"""

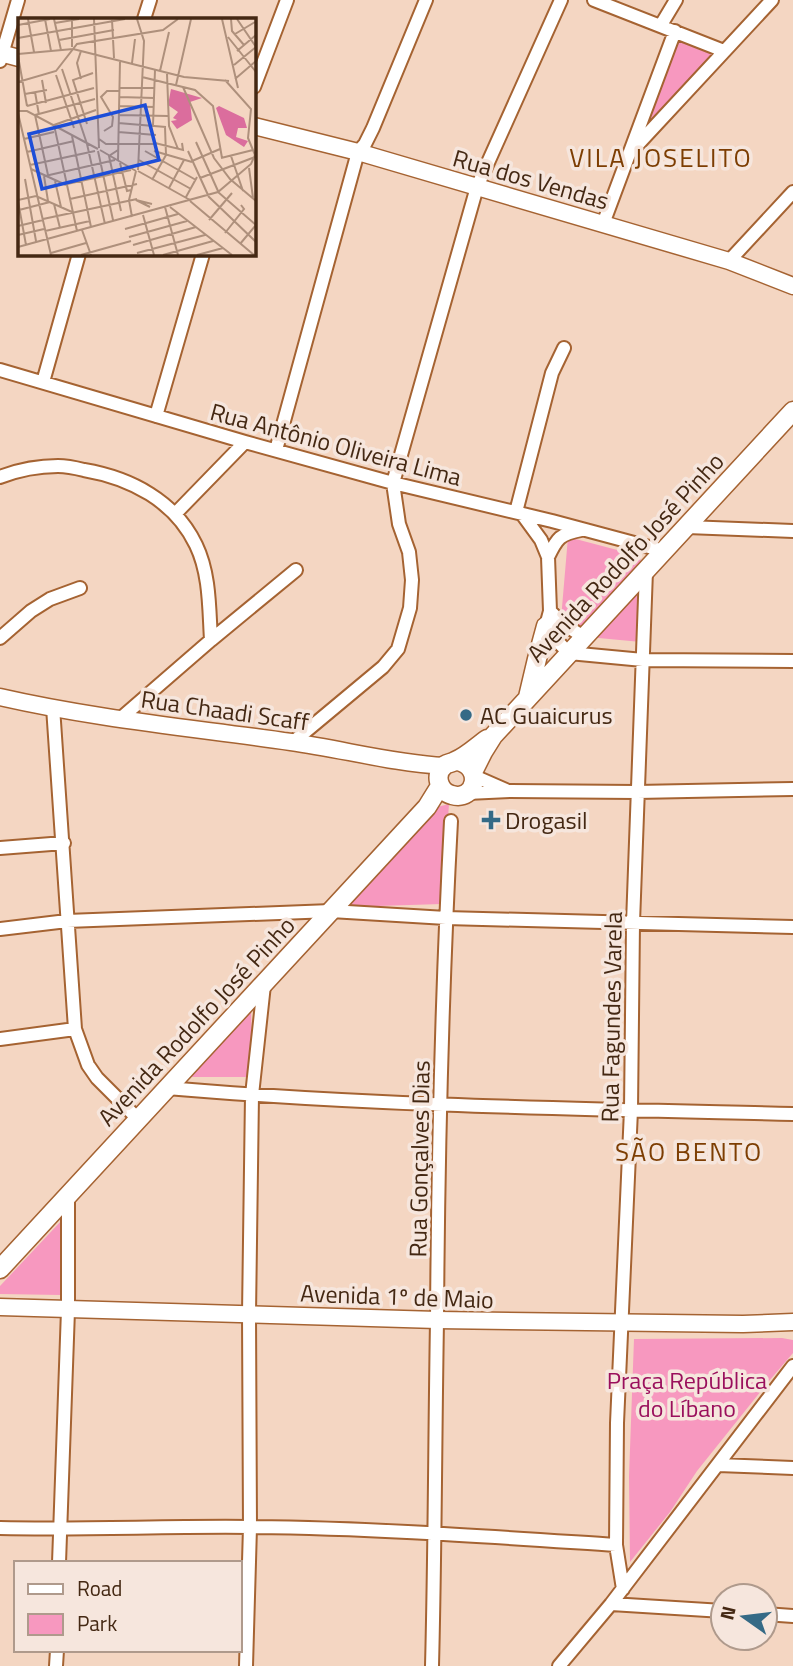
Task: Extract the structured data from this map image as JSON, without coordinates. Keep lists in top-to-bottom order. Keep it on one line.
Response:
{"streets":{"main road":["Avenida Rodolfo José Pinho"],"street":["Rua dos Vendas","Rua Antônio Oliveira Lima","Rua Chaadi Scaff","Rua Fagundes Varela","Rua Gonçalves Dias","Avenida 1º de Maio"]},"crossings":[["Rua Antônio Oliveira Lima","Avenida Rodolfo José Pinho"],["Avenida Rodolfo José Pinho","Rua Chaadi Scaff"],["Avenida Rodolfo José Pinho","Rua Fagundes Varela"],["Rua Fagundes Varela","Avenida 1º de Maio"],["Rua Gonçalves Dias","Avenida 1º de Maio"]],"districts":["VILA JOSELITO","SÃO BENTO"],"parks":["Praça República do Líbano"],"places":{"other":["AC Guaicurus"],"health":["Drogasil"]},"legend":["Road","Park"],"north":"left"}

"""

Try it: Extract all the data above exactly, excluding every picture.

Your response:
Task: Extract the structured data from this map image as JSON, without coordinates. Keep lists in top-to-bottom order. Keep it on one line.
Response:
{"streets":{"main road":["Avenida Rodolfo José Pinho"],"street":["Rua dos Vendas","Rua Antônio Oliveira Lima","Rua Chaadi Scaff","Rua Fagundes Varela","Rua Gonçalves Dias","Avenida 1º de Maio"]},"crossings":[["Rua Antônio Oliveira Lima","Avenida Rodolfo José Pinho"],["Avenida Rodolfo José Pinho","Rua Chaadi Scaff"],["Avenida Rodolfo José Pinho","Rua Fagundes Varela"],["Rua Fagundes Varela","Avenida 1º de Maio"],["Rua Gonçalves Dias","Avenida 1º de Maio"]],"districts":["VILA JOSELITO","SÃO BENTO"],"parks":["Praça República do Líbano"],"places":{"other":["AC Guaicurus"],"health":["Drogasil"]},"legend":["Road","Park"],"north":"left"}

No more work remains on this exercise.